Items listed in a dataset
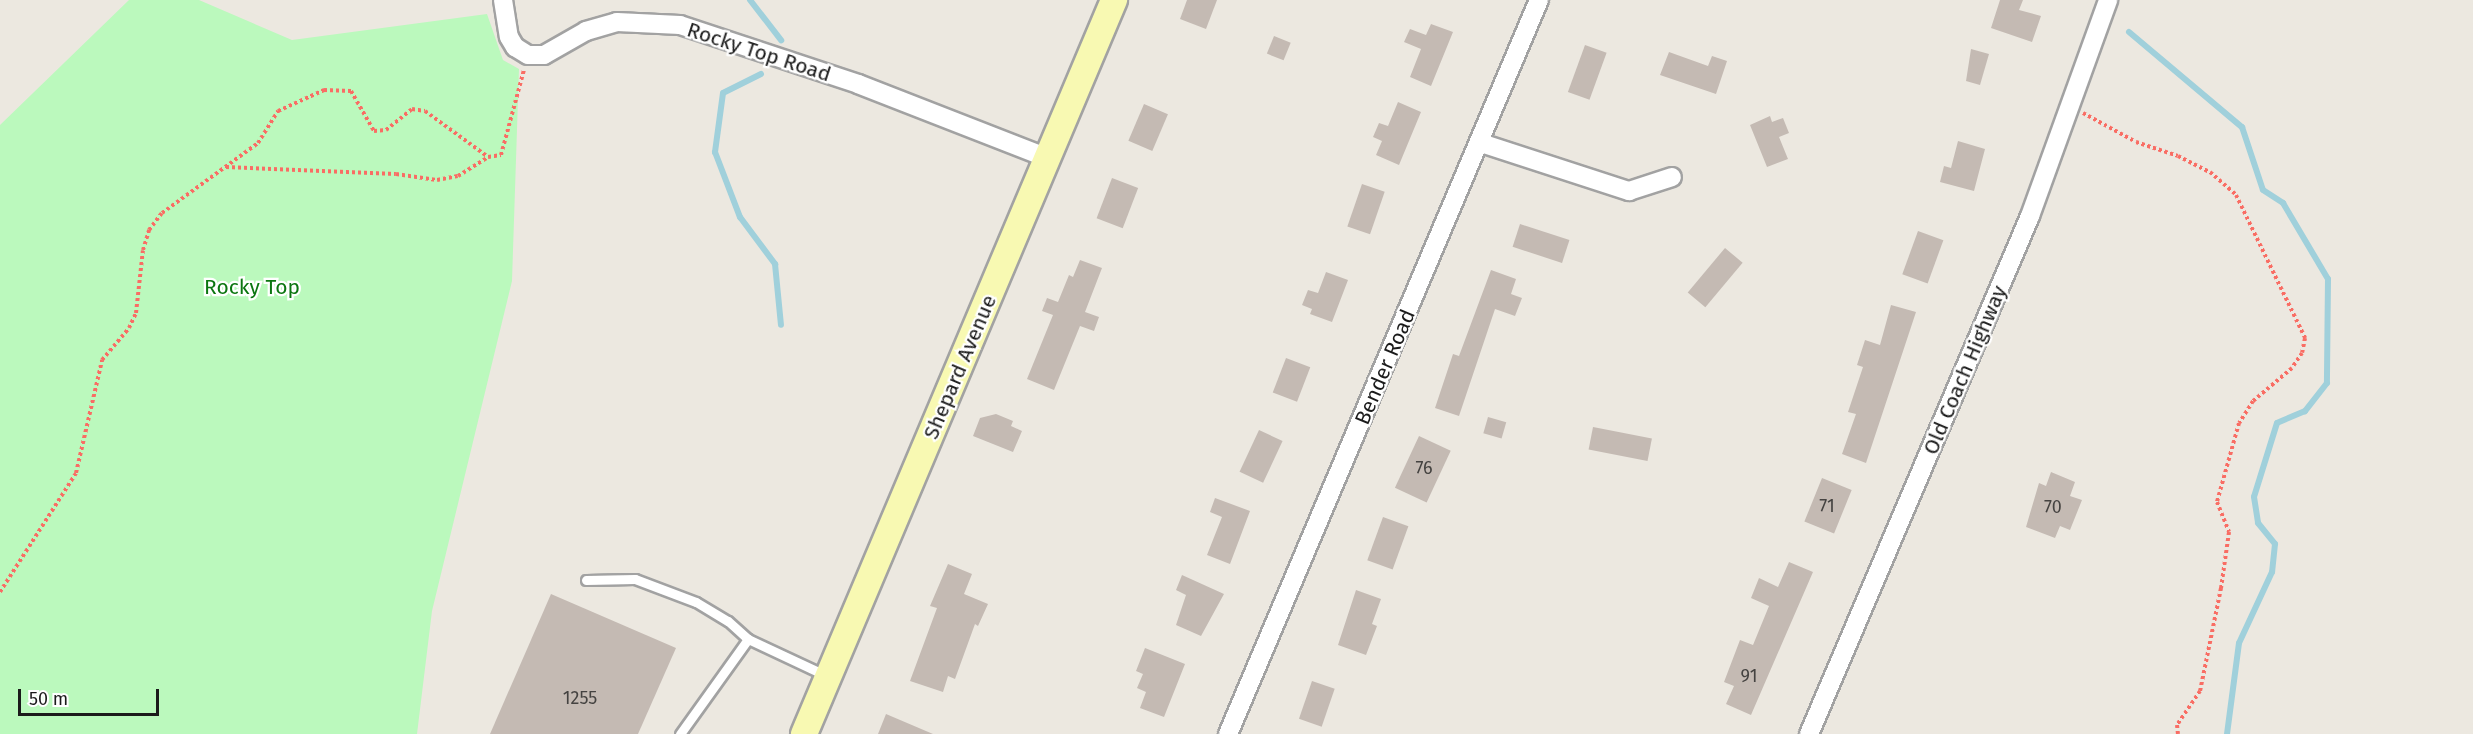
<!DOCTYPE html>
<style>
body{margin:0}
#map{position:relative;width:2473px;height:734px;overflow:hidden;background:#ece8e0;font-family:"Fira Sans",sans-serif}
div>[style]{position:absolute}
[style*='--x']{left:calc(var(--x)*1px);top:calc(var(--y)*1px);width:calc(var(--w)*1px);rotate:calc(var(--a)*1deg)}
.park>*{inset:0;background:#bbf9bd}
.stream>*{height:6px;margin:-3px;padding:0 3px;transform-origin:3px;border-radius:3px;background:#a0d0db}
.building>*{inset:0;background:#c4bab3;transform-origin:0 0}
.path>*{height:4px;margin-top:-2px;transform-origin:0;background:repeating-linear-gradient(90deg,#f96d64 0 3px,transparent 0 6px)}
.roads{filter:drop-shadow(2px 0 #a2a2a2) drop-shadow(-2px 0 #a2a2a2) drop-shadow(0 2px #a2a2a2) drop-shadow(0 -2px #a2a2a2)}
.service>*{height:9px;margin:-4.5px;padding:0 4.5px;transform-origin:4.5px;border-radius:4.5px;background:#fff}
.minor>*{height:18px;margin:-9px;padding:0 9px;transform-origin:9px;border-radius:9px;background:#fff}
.secondary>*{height:26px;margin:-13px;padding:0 13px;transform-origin:13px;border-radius:13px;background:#f8f9b2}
span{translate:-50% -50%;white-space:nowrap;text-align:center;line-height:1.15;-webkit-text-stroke:4.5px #fff;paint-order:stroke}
.number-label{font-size:18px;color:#454341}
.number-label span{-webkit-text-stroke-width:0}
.street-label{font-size:21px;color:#1b1b1b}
.park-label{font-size:21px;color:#0b7610}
.scale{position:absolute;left:18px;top:689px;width:141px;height:27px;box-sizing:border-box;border:3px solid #1b1b1b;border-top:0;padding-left:8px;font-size:18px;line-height:21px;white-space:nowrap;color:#1b1b1b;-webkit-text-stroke:4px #fff;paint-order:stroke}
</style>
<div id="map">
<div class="park">
<i style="clip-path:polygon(129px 0,199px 0,292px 40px,487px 14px,503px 60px,519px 69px,512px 281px,432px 611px,417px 734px,0 734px,0 125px)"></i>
</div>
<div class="stream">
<i style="--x:750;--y:0;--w:51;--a:52.2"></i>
<i style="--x:2129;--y:32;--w:148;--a:40.1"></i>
<i style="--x:2242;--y:127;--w:66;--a:71.6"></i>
<i style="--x:2263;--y:190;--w:24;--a:33"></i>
<i style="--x:2283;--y:203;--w:88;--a:59.4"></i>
<i style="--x:2328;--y:279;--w:104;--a:90.6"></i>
<i style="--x:2327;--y:383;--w:36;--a:128"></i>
<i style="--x:2305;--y:411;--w:30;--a:157"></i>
<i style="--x:2277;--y:423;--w:77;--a:107.3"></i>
<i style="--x:2254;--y:497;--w:26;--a:81"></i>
<i style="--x:2258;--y:523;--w:27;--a:51"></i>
<i style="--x:2275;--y:544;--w:28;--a:96"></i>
<i style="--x:2272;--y:572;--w:78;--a:114.9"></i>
<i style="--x:2239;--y:643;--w:92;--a:97.5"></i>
<i style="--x:761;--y:74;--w:42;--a:153.4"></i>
<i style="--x:723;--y:93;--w:60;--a:97.7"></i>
<i style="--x:715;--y:152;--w:70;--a:69"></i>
<i style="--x:740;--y:217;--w:59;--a:53.3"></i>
<i style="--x:775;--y:264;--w:61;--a:84.4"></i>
</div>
<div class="building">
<i style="clip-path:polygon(1187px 0,1217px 0,1206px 29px,1180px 19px)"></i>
<i style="clip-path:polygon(2000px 0,2023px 0,2019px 10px,2041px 16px,2032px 42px,1991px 28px)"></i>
<i style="clip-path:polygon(1431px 24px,1453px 32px,1431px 86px,1410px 77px,1421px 49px,1404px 42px,1410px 29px,1426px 35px)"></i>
<i style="left:1274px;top:36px;width:18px;height:19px;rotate:22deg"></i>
<i style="left:1585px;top:45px;width:23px;height:50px;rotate:20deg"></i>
<i style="clip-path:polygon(1971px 49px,1989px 54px,1980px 85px,1966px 81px)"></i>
<i style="clip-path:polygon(1669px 52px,1708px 66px,1712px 56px,1727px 61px,1716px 94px,1660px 75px)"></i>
<i style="clip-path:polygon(1398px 102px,1421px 112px,1399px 165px,1376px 155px,1382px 141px,1373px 137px,1379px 123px,1388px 126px)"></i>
<i style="left:1144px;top:104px;width:26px;height:40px;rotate:23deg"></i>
<i style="clip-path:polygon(1770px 116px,1772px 122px,1783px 118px,1789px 133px,1779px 137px,1788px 159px,1767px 167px,1750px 125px)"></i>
<i style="clip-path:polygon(1958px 141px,1985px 149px,1974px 191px,1940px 182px,1944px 166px,1951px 168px)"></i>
<i style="left:1112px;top:178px;width:28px;height:43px;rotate:21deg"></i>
<i style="left:1362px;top:184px;width:24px;height:45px;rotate:19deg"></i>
<i style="left:1520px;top:224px;width:52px;height:24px;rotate:18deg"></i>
<i style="left:1918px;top:231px;width:27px;height:46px;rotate:20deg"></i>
<i style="left:1725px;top:248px;width:23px;height:58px;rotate:40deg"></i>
<i style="clip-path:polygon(1080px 260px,1102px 268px,1085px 312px,1099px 317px,1094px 331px,1080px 326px,1054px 390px,1027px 379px,1053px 315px,1042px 311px,1047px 298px,1058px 302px,1069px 275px,1073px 277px)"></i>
<i style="clip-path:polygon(1491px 270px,1516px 279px,1511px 294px,1522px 298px,1515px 316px,1495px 309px,1459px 416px,1435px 408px,1453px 354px,1459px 356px)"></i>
<i style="clip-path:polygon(1326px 272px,1348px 280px,1332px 322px,1310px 314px,1312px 309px,1302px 305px,1308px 290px,1318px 293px)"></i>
<i style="clip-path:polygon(1891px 305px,1916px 312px,1866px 463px,1842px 454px,1856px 414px,1848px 412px,1863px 367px,1857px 365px,1865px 340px,1880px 345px)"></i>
<i style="left:1286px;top:358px;width:26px;height:37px;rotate:21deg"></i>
<i style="clip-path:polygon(996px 414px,1013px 421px,1011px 426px,1022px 431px,1013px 452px,973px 436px,980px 418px)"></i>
<i style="left:1488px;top:417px;width:19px;height:17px;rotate:16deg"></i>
<i style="left:1593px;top:427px;width:60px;height:23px;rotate:11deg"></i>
<i style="left:1259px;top:430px;width:26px;height:46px;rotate:25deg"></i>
<i style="left:1419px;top:436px;width:35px;height:57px;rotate:25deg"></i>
<i style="clip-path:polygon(2051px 472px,2075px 482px,2070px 496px,2082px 500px,2070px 530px,2060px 526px,2055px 538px,2026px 527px,2039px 483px,2046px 486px)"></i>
<i style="left:1822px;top:478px;width:32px;height:47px;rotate:22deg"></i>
<i style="clip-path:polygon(1215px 498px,1250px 511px,1230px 564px,1207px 555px,1222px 517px,1210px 512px)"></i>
<i style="left:1383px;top:517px;width:27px;height:46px;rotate:20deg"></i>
<i style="clip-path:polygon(1789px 562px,1813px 572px,1751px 715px,1726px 704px,1734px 686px,1724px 682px,1740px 640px,1753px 645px,1769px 606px,1751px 598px,1759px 578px,1778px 587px)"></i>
<i style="clip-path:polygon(948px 564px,972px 574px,964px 594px,988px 604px,978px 626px,975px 624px,955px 679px,948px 676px,943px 692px,910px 681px,937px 608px,930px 606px)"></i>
<i style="clip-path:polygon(1182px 575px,1224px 594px,1201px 636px,1176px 625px,1186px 595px,1176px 590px)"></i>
<i style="clip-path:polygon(1356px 590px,1381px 599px,1372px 624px,1377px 626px,1366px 655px,1338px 645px)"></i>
<i style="clip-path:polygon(551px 594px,676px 648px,638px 734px,490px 734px)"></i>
<i style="clip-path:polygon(1145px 648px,1185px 664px,1164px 717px,1140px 708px,1146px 692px,1137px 688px,1143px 674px,1136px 671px)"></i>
<i style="left:1312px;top:681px;width:24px;height:40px;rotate:19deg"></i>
<i style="clip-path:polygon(886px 714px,933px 734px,878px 734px)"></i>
</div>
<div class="path">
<i style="--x:2083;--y:113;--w:60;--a:28.7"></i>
<i style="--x:2136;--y:142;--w:44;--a:18.4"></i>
<i style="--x:2178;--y:156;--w:36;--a:27"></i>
<i style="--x:2210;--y:172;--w:35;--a:41"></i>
<i style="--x:2236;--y:195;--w:159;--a:64.2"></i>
<i style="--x:2305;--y:338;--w:15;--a:101"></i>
<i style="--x:2302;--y:353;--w:18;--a:124"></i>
<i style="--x:2292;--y:368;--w:51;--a:139.8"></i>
<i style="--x:2253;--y:401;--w:26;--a:122"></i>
<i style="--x:2239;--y:423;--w:82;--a:105.6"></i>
<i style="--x:2217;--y:502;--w:32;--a:68"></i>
<i style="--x:2229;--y:532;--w:57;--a:98.1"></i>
<i style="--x:2221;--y:588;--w:105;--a:101.5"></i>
<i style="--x:2200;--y:691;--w:41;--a:124.1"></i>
<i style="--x:2177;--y:725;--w:9;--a:84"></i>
<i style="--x:226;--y:167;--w:170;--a:2.4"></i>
<i style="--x:396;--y:174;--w:41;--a:8.3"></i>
<i style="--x:437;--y:180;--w:21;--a:-11"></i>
<i style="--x:458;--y:176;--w:36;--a:-32"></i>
<i style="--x:0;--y:592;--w:141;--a:-57.4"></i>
<i style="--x:76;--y:473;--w:116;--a:-77"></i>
<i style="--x:102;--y:360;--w:42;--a:-49.8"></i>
<i style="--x:129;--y:328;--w:17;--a:-65"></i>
<i style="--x:136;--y:313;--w:63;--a:-83.7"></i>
<i style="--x:143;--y:250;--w:21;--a:-73"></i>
<i style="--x:149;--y:230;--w:21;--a:-53"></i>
<i style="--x:162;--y:213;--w:119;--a:-36.1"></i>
<i style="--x:258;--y:143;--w:38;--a:-58"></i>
<i style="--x:278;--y:111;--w:51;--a:-24.5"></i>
<i style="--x:324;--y:90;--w:27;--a:2"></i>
<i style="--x:351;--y:91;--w:46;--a:60.1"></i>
<i style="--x:374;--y:131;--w:12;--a:-5"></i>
<i style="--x:386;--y:130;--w:33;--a:-39"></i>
<i style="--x:412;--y:109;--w:13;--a:9"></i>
<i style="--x:425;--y:111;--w:78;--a:36.1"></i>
<i style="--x:488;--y:157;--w:13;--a:-9"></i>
<i style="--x:501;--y:155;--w:88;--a:-74.9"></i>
</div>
<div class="roads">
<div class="service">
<i style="--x:586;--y:580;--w:49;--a:-1.2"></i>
<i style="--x:635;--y:579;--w:65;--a:20.7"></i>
<i style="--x:696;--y:602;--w:37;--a:31"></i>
<i style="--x:728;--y:621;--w:27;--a:42"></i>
<i style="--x:748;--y:639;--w:87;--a:25.1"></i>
<i style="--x:680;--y:734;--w:117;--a:-54.4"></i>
</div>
<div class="minor">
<i style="--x:503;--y:0;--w:37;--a:81"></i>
<i style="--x:509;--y:37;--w:12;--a:59"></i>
<i style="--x:515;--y:47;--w:15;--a:32"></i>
<i style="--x:528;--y:55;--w:16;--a:0"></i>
<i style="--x:544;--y:55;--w:48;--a:-29.7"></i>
<i style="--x:586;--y:31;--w:32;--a:-16"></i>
<i style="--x:617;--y:22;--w:63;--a:2.7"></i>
<i style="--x:680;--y:25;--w:188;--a:18.3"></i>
<i style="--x:858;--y:84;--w:204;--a:21.3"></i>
<i style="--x:1481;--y:143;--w:156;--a:18"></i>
<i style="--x:1629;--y:191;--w:45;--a:-18"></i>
<i style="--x:1228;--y:734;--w:797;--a:-67.04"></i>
<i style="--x:1809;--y:734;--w:563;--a:-66.89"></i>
<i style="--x:2030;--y:216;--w:230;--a:-70.1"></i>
</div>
<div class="secondary">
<i style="--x:804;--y:734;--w:797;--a:-67.1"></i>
</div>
</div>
<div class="number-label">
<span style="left:1424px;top:468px">76</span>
<span style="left:1827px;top:506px">71</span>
<span style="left:2053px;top:507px">70</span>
<span style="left:1749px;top:676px">91</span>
<span style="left:580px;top:698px">1255</span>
</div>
<div class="street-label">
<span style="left:759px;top:52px;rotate:18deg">Rocky Top Road</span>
<span style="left:960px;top:367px;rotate:-67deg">Shepard Avenue</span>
<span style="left:1385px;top:367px;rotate:-67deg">Bender Road</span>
<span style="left:1965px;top:370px;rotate:-67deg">Old Coach Highway</span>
</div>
<div class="park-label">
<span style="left:252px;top:287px">Rocky Top</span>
</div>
<div class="scale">50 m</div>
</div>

WHAT THE EXERCISE ASKS: The exact lines from the beginning of the data through the one that contains "0 #a2a2a2) drop-shadow(-2px" must be given again, both ends included, and pictures must be left out.

EXPECTED ANSWER:
<!DOCTYPE html>
<style>
body{margin:0}
#map{position:relative;width:2473px;height:734px;overflow:hidden;background:#ece8e0;font-family:"Fira Sans",sans-serif}
div>[style]{position:absolute}
[style*='--x']{left:calc(var(--x)*1px);top:calc(var(--y)*1px);width:calc(var(--w)*1px);rotate:calc(var(--a)*1deg)}
.park>*{inset:0;background:#bbf9bd}
.stream>*{height:6px;margin:-3px;padding:0 3px;transform-origin:3px;border-radius:3px;background:#a0d0db}
.building>*{inset:0;background:#c4bab3;transform-origin:0 0}
.path>*{height:4px;margin-top:-2px;transform-origin:0;background:repeating-linear-gradient(90deg,#f96d64 0 3px,transparent 0 6px)}
.roads{filter:drop-shadow(2px 0 #a2a2a2) drop-shadow(-2px 0 #a2a2a2) drop-shadow(0 2px #a2a2a2) drop-shadow(0 -2px #a2a2a2)}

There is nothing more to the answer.